──────── Information supplied

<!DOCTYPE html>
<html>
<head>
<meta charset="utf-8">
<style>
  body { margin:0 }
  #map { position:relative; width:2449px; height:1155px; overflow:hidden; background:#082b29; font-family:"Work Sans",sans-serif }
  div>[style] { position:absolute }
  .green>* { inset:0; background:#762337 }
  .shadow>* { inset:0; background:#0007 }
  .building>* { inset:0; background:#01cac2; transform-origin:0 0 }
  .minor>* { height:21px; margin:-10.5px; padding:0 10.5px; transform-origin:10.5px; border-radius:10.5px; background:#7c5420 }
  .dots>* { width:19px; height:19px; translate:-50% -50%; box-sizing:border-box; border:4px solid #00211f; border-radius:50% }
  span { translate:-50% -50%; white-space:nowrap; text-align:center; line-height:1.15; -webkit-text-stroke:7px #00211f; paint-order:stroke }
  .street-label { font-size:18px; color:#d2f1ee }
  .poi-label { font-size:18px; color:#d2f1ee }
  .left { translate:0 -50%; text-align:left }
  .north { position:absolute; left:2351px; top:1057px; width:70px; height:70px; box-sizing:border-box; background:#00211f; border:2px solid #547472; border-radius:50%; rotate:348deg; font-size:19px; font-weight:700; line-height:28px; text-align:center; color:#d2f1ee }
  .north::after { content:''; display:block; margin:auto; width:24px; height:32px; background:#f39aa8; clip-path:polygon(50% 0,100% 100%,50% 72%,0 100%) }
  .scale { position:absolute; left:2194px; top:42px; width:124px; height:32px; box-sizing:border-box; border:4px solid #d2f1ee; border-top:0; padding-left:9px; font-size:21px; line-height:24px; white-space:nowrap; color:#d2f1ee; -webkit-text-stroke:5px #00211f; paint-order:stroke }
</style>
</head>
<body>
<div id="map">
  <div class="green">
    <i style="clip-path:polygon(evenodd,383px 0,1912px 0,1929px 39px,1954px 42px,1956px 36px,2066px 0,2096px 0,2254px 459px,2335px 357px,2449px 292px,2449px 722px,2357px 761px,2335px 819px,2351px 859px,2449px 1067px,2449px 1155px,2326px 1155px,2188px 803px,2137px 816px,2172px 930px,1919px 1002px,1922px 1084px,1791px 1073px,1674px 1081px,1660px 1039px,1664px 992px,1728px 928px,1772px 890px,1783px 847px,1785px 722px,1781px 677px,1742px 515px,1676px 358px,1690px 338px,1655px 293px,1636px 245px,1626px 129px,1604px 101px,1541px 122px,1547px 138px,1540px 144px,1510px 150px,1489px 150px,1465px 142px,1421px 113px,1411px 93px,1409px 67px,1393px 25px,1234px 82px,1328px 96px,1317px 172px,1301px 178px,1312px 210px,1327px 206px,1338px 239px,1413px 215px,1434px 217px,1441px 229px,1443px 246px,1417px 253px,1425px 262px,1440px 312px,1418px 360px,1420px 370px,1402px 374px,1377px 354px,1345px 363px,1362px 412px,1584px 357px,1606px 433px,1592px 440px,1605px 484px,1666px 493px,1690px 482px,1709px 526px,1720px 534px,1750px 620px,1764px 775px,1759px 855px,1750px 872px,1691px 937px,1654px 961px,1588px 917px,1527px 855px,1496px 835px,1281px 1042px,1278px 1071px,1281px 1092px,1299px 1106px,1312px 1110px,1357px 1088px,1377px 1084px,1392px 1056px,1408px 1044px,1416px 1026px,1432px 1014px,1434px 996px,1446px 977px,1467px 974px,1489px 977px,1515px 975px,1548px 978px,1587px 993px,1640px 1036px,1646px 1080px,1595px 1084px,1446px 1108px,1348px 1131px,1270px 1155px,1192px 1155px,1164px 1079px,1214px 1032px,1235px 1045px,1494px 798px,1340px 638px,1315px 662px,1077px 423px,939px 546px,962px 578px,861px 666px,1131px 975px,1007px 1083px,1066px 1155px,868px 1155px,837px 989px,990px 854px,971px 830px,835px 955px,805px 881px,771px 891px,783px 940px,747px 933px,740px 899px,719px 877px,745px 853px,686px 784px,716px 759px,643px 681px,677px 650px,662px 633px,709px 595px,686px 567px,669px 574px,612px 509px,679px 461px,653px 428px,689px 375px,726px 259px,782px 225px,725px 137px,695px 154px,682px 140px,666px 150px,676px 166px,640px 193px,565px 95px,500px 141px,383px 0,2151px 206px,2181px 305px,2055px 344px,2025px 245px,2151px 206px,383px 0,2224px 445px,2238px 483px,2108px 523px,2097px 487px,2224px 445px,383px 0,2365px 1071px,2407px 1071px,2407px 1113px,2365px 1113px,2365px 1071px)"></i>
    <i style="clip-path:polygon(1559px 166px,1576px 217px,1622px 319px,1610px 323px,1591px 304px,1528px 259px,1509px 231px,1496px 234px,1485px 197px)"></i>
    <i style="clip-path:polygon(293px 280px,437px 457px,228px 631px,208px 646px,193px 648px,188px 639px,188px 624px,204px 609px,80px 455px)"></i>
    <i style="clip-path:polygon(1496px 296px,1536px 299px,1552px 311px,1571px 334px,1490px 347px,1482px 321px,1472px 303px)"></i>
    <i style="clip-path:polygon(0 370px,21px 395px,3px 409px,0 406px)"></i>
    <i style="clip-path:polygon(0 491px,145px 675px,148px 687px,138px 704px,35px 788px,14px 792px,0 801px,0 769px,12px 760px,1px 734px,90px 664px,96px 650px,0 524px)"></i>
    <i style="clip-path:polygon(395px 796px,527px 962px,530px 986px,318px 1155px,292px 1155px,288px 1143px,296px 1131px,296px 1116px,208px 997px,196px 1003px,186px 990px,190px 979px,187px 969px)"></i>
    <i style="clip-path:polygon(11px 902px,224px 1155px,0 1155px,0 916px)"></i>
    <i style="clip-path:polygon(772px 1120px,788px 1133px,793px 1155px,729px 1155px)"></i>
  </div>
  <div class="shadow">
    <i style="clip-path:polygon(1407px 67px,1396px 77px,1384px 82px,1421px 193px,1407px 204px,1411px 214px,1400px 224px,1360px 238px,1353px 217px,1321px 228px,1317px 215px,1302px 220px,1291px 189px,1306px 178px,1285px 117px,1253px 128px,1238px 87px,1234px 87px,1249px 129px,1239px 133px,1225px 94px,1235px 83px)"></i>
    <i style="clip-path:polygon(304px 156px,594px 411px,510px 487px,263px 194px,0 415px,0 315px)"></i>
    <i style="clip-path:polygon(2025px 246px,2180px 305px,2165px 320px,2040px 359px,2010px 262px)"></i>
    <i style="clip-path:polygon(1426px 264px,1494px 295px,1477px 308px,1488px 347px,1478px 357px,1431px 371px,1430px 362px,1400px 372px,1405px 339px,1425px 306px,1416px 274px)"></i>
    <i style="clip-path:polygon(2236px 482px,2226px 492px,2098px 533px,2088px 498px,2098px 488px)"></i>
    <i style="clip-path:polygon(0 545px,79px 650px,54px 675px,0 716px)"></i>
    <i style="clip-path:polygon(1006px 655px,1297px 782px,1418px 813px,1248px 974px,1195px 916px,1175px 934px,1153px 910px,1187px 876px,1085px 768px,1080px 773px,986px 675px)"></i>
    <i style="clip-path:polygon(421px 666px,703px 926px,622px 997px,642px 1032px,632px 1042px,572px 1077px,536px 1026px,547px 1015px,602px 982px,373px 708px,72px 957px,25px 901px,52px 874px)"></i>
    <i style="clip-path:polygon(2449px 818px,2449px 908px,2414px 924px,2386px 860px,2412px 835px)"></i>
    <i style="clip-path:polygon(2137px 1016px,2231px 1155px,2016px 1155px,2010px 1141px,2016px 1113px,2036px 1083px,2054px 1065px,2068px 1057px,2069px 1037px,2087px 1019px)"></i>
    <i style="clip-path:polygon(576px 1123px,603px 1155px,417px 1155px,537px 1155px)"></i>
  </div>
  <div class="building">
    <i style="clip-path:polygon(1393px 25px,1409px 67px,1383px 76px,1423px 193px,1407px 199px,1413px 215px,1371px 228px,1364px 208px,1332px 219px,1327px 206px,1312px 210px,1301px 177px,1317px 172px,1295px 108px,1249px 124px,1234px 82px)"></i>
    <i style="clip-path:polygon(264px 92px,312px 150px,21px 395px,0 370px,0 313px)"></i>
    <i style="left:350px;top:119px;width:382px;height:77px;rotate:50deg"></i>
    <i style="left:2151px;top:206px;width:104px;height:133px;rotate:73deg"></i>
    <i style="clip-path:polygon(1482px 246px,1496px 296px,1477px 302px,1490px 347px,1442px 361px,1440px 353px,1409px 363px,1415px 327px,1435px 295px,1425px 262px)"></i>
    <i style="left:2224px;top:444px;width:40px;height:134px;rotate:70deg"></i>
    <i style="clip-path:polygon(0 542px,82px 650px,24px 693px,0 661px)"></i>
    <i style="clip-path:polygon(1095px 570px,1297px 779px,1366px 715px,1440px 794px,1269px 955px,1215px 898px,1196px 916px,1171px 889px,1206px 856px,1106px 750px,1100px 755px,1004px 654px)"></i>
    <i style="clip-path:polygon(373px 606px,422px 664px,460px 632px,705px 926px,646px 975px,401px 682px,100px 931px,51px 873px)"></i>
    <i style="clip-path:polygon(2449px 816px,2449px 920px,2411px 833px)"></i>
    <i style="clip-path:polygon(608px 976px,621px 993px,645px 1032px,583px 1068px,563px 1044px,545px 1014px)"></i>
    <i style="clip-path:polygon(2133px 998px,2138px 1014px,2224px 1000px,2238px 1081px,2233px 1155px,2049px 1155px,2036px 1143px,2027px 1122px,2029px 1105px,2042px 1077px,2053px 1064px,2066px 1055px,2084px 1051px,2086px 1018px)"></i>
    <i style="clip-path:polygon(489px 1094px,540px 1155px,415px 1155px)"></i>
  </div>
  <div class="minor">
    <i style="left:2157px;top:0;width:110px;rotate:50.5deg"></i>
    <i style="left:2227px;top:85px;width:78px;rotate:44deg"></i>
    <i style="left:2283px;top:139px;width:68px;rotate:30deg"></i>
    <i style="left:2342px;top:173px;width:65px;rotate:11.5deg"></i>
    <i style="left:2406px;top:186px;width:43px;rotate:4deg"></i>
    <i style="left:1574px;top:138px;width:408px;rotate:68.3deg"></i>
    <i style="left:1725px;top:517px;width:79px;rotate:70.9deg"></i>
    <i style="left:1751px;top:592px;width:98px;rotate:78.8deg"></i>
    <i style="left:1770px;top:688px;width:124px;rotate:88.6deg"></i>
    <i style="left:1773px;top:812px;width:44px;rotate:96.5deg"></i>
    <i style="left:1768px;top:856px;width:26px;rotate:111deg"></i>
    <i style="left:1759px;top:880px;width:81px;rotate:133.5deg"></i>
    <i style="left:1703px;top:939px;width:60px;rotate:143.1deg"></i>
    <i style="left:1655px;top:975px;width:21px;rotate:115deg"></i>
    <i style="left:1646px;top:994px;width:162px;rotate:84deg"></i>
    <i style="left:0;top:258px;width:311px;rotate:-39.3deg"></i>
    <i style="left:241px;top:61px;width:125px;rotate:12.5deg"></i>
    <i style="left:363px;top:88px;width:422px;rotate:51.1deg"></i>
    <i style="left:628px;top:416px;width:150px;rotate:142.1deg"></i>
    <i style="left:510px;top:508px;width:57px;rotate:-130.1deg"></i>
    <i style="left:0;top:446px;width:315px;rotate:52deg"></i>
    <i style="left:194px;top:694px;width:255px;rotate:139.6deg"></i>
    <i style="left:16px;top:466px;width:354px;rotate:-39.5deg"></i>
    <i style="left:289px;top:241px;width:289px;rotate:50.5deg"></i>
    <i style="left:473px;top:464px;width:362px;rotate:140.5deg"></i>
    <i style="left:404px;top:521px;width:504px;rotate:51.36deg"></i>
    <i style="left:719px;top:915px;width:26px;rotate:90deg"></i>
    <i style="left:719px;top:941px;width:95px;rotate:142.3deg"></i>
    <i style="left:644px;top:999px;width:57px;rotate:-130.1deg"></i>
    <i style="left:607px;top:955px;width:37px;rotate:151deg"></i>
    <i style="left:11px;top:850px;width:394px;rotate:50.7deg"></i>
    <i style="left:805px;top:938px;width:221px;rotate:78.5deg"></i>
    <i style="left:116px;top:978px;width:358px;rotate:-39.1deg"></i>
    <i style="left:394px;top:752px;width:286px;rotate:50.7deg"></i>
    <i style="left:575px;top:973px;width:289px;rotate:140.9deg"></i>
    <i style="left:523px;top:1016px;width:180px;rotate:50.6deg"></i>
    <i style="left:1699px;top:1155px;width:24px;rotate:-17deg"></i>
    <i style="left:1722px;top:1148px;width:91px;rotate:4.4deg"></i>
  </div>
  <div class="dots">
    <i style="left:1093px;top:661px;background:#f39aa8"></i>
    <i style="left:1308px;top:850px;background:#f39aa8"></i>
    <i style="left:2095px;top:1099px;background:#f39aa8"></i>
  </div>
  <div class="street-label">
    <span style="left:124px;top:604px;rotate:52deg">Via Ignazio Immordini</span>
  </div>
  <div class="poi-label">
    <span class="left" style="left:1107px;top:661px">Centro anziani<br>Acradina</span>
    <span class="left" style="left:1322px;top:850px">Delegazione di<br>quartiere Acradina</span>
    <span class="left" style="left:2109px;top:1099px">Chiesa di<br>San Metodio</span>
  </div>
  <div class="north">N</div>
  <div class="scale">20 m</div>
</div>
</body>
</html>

────────────────

-- What the exercise asks --
When you repeat the lines, start with the first line of the material and end with the line that contains "position:absolute; left:2351px; top:1057px;", keeping both and reproducing each exactly, with nothing added.

-- Written response --
<!DOCTYPE html>
<html>
<head>
<meta charset="utf-8">
<style>
  body { margin:0 }
  #map { position:relative; width:2449px; height:1155px; overflow:hidden; background:#082b29; font-family:"Work Sans",sans-serif }
  div>[style] { position:absolute }
  .green>* { inset:0; background:#762337 }
  .shadow>* { inset:0; background:#0007 }
  .building>* { inset:0; background:#01cac2; transform-origin:0 0 }
  .minor>* { height:21px; margin:-10.5px; padding:0 10.5px; transform-origin:10.5px; border-radius:10.5px; background:#7c5420 }
  .dots>* { width:19px; height:19px; translate:-50% -50%; box-sizing:border-box; border:4px solid #00211f; border-radius:50% }
  span { translate:-50% -50%; white-space:nowrap; text-align:center; line-height:1.15; -webkit-text-stroke:7px #00211f; paint-order:stroke }
  .street-label { font-size:18px; color:#d2f1ee }
  .poi-label { font-size:18px; color:#d2f1ee }
  .left { translate:0 -50%; text-align:left }
  .north { position:absolute; left:2351px; top:1057px; width:70px; height:70px; box-sizing:border-box; background:#00211f; border:2px solid #547472; border-radius:50%; rotate:348deg; font-size:19px; font-weight:700; line-height:28px; text-align:center; color:#d2f1ee }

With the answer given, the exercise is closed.